Consequently: if #abs(x+1) < 1#, then #abs(x-3) < 5#
If we also make sure that #delta <= 4epsilon#, then we will have:
for all #x# with #abs(x+1) < delta# we have #abs((x+2)/(x-3)-(-1/4)) = (5abs(x+1))/(4abs(x-3)) < (5(4epsilon))/(4(5)) = epsilon#
So we will choose #delta = min{1, 4epsilon}#. (Any lesser #delta# would also work.)
Now we need to actually write up the proof:
Proof
Given #epsilon > 0#, choose #delta = min{1, 4epsilon}#. #" "# (note that #delta# is also positive).

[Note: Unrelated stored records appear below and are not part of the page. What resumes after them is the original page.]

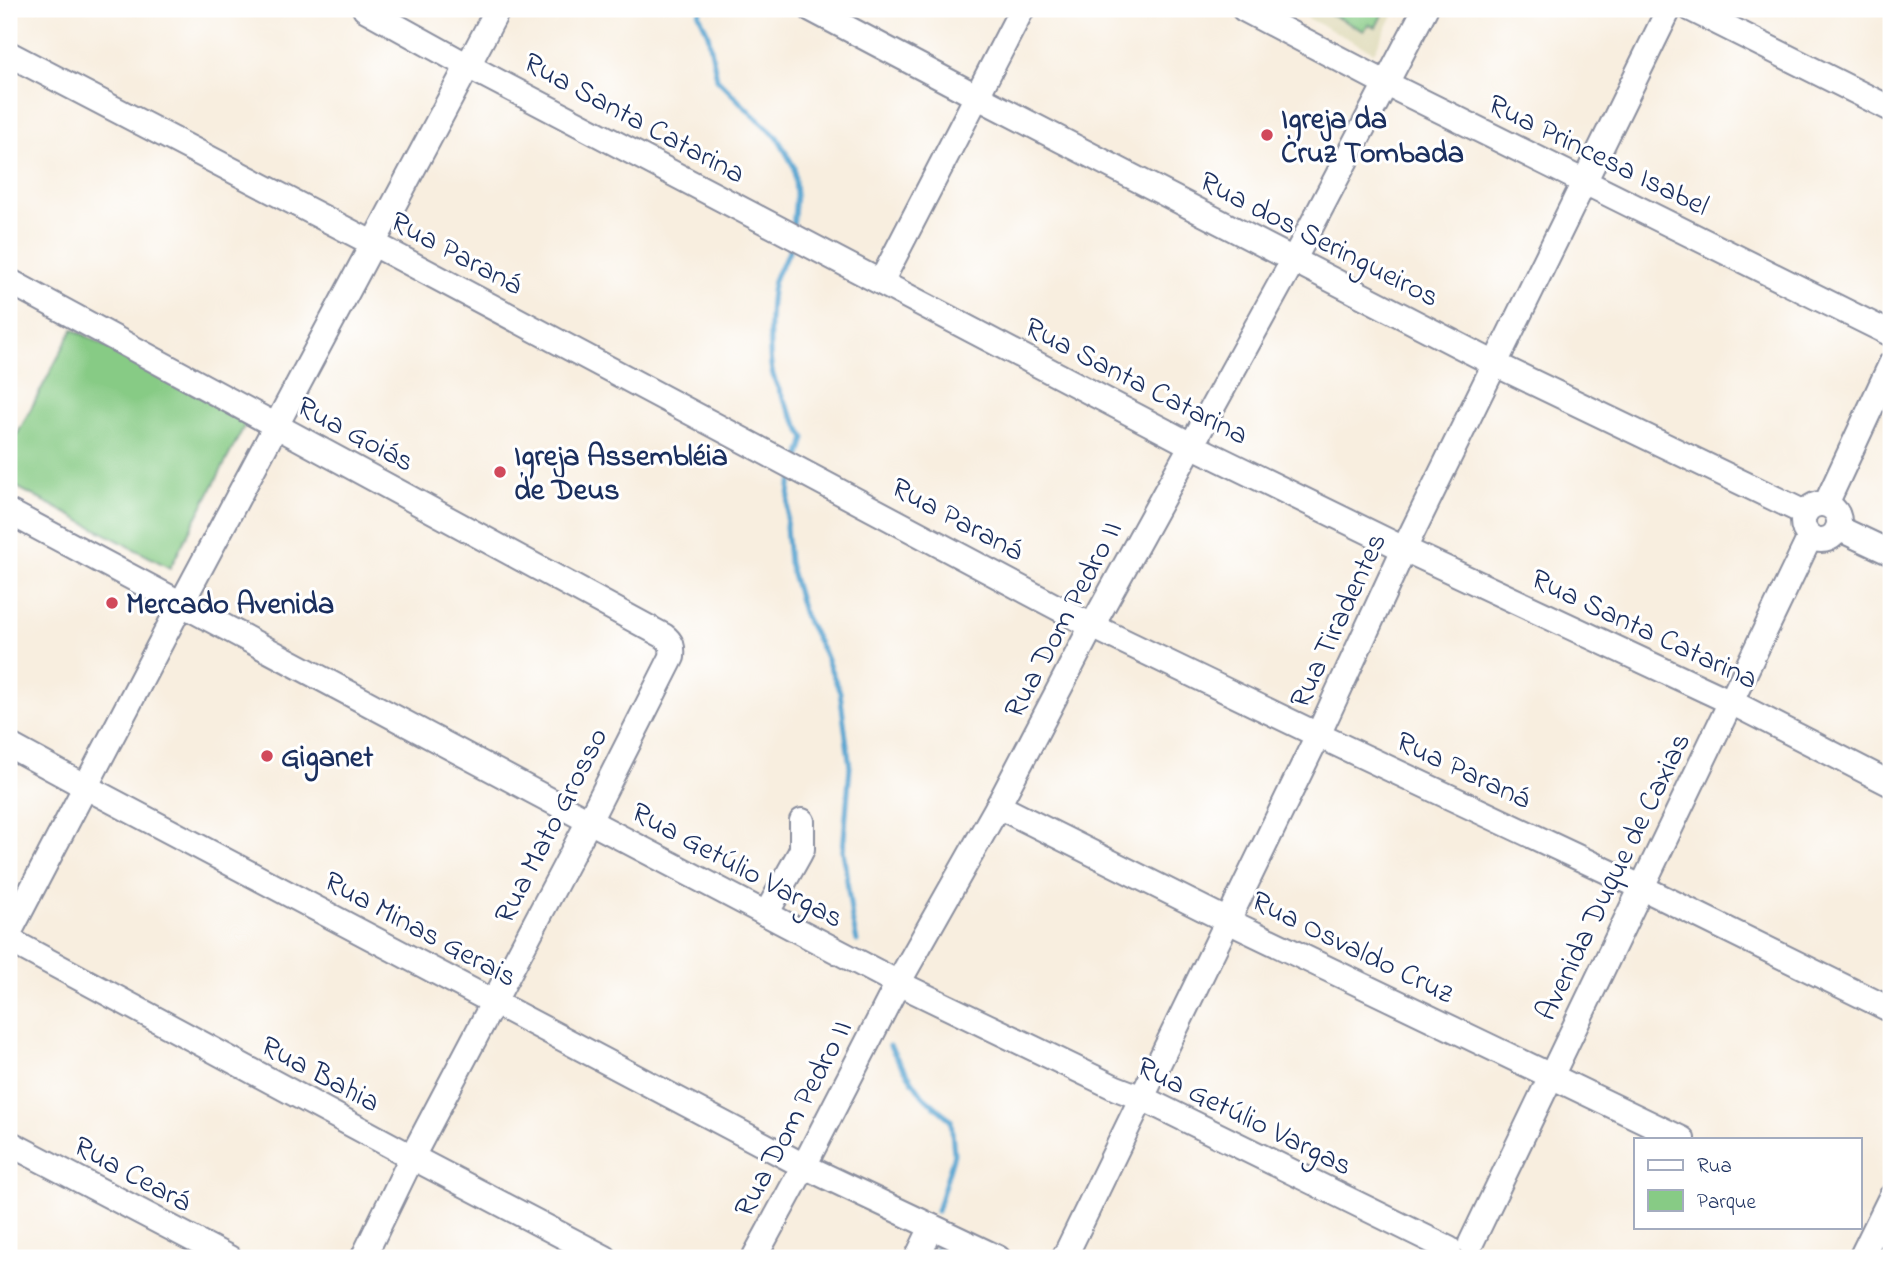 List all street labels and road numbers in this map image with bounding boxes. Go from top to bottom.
street label: Rua Santa Catarina [515,42,753,197]
street label: Rua Princesa Isabel [1480,84,1716,229]
street label: Rua dos Seringueiros [1191,161,1446,320]
street label: Rua Paraná [381,201,530,308]
street label: Rua Santa Catarina [1016,307,1255,458]
street label: Rua Goiás [288,386,421,485]
street label: Rua Paraná [882,467,1031,574]
street label: Rua Dom Pedro II [994,514,1135,727]
street label: Rua Tiradentes [1280,526,1400,716]
street label: Rua Santa Catarina [1523,559,1765,703]
street label: Rua Mato Grosso [484,721,621,932]
street label: Rua Paraná [1388,721,1538,822]
street label: Avenida Duque de Caxias [1526,726,1704,1029]
street label: Rua Getúlio Vargas [623,792,851,941]
street label: Rua Minas Gerais [315,861,524,1000]
street label: Rua Osvaldo Cruz [1243,881,1461,1017]
street label: Rua Dom Pedro II [724,1013,865,1226]
street label: Rua Bahia [252,1026,387,1125]
street label: Rua Getúlio Vargas [1128,1046,1359,1189]
street label: Rua Ceará [65,1126,198,1225] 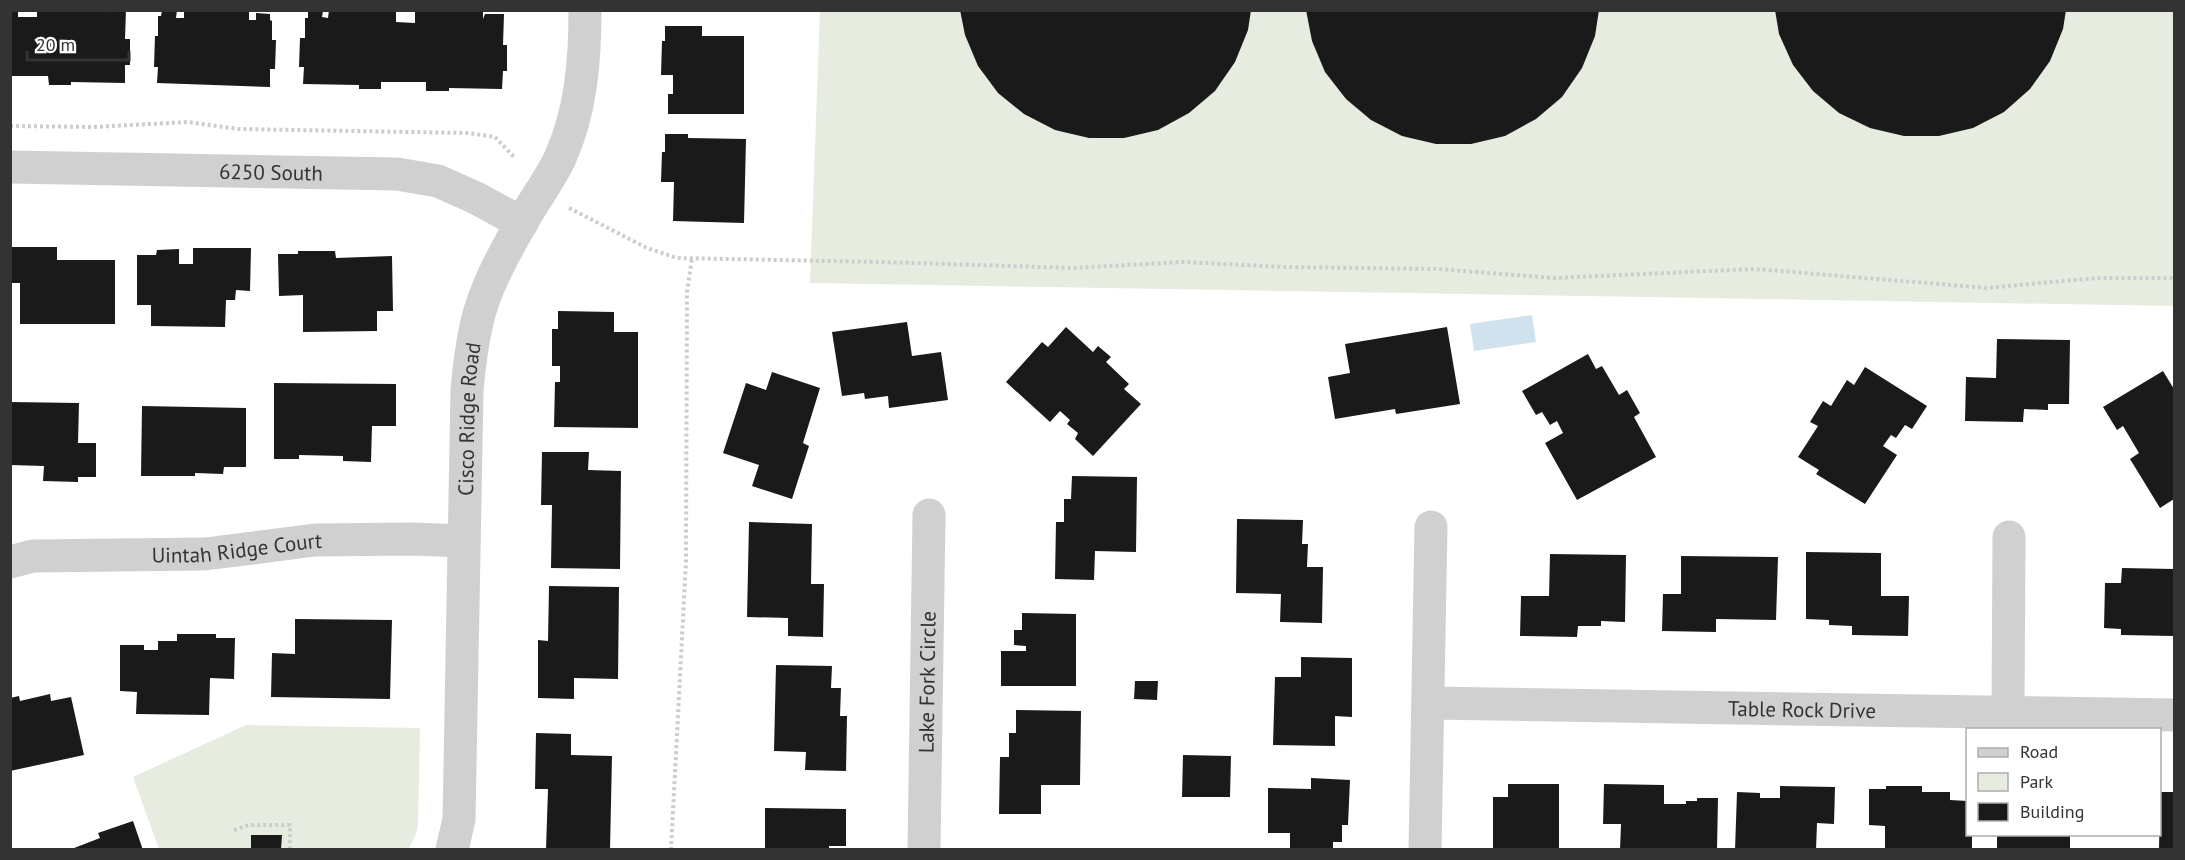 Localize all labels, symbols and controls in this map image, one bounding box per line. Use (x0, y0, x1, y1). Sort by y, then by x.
scale bar (27, 24, 129, 62)
text: 20 m (36, 33, 75, 56)
street label: 6250 South (219, 157, 323, 186)
street label: Cisco Ridge Road (452, 340, 486, 496)
street label: Uintah Ridge Court (151, 526, 322, 568)
street label: Lake Fork Circle (912, 611, 941, 753)
street label: Table Rock Drive (1728, 694, 1876, 724)
legend (1966, 728, 2161, 836)
text: Road (2020, 740, 2058, 763)
text: Park (2020, 770, 2053, 793)
text: Building (2020, 800, 2084, 823) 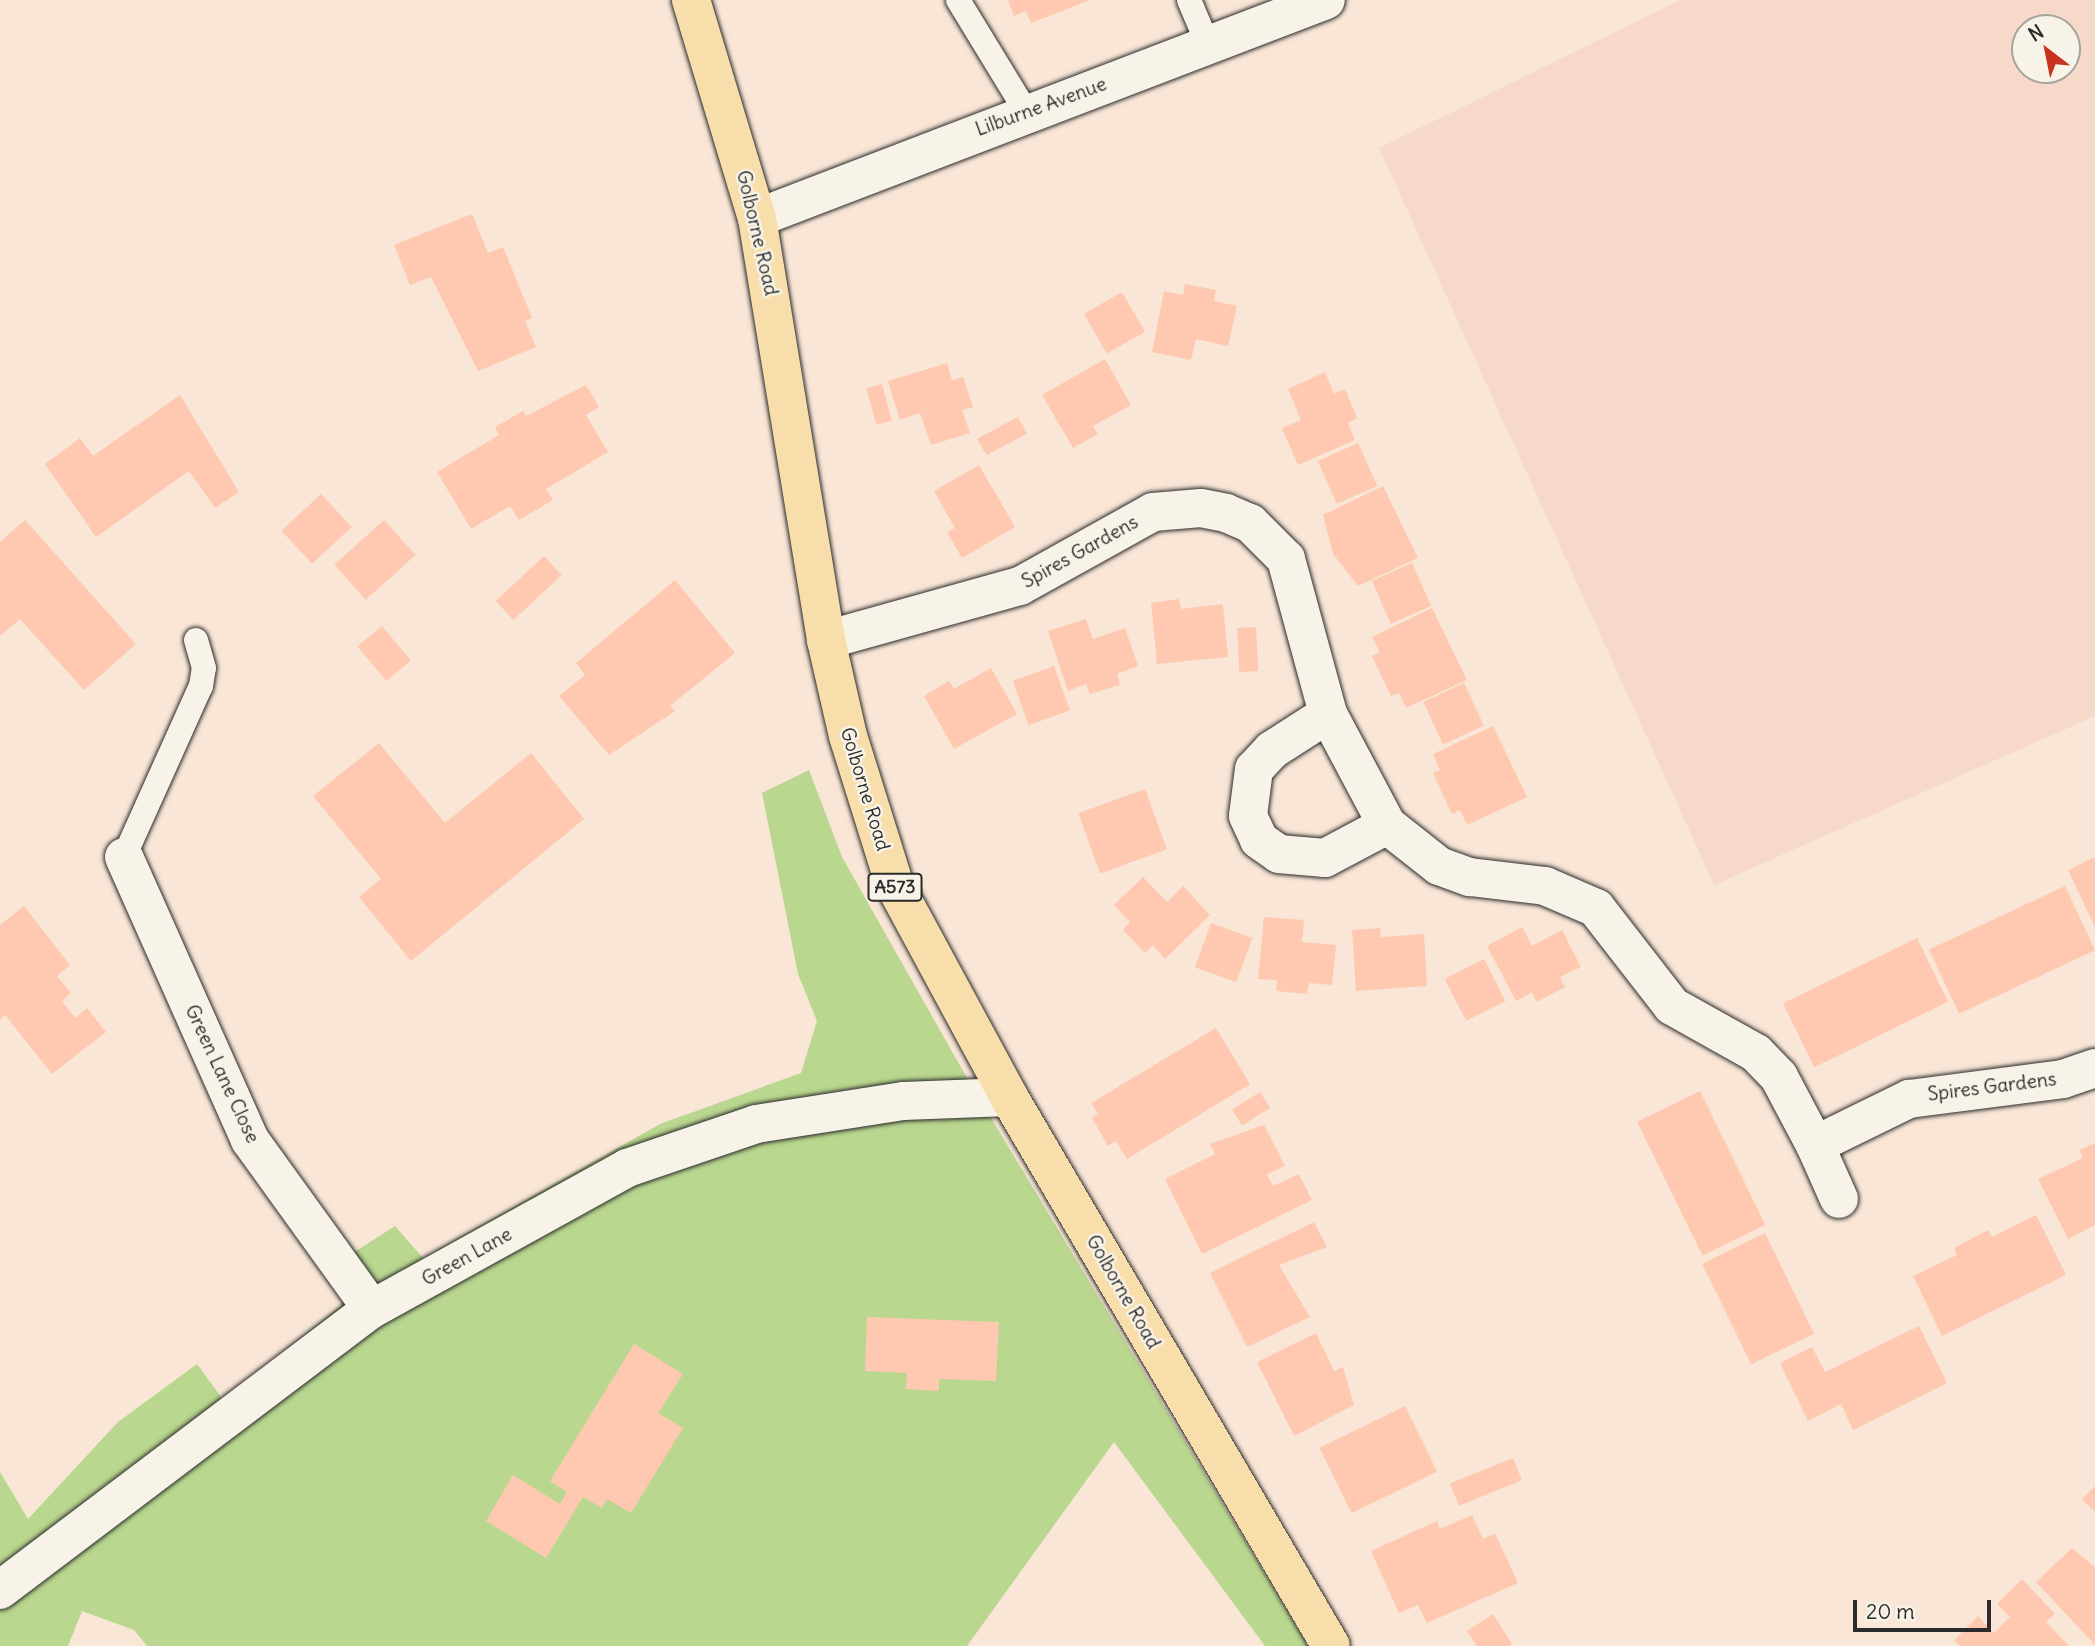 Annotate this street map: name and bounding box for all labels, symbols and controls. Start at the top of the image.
north arrow [2011,14,2081,84]
text: N [2024,19,2048,47]
street label: Lilburne Avenue [972,73,1110,141]
street label: Golborne Road [732,168,782,298]
street label: Spires Gardens [1018,511,1142,593]
street label: Golborne Road [835,725,895,853]
road number: A573 [867,872,923,902]
street label: Green Lane Close [180,1001,264,1147]
street label: Spires Gardens [1926,1068,2058,1106]
street label: Green Lane [418,1223,516,1291]
street label: Golborne Road [1081,1231,1165,1353]
scale bar [1857,1586,1995,1630]
text: 20 m [1866,1598,1915,1625] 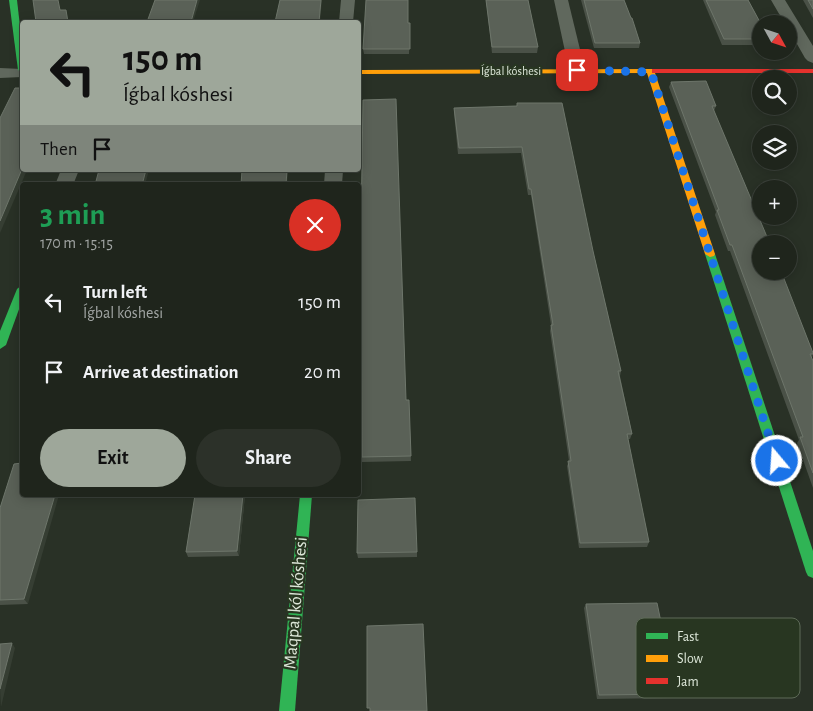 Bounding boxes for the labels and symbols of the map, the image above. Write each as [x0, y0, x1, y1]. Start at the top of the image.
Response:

Now for every #x# with #0 < abs(x-(-1)) < delta#, we have
#abs (x-3) < 5# and #abs(x+1) < 4epsilon#. So,
#abs((x+2)/(x-3) - (-1/4)) = abs((5x-5)/(x(x-3))) = (5abs(x+1))/(4abs(x-3)) <= (5abs(x+1))/(4(5)) < delta/4 <= (4epsilon)/4 = epsilon#
Therefore, with this choice of delta, whenever #0 < abs(x-(-1)) < delta#, we have #abs((x+2)/(x-3) - (-1/4)) < epsilon#
So, by the definition of limit, #lim_(xrarr-1)(x+2)/(x-3) = -1/4#.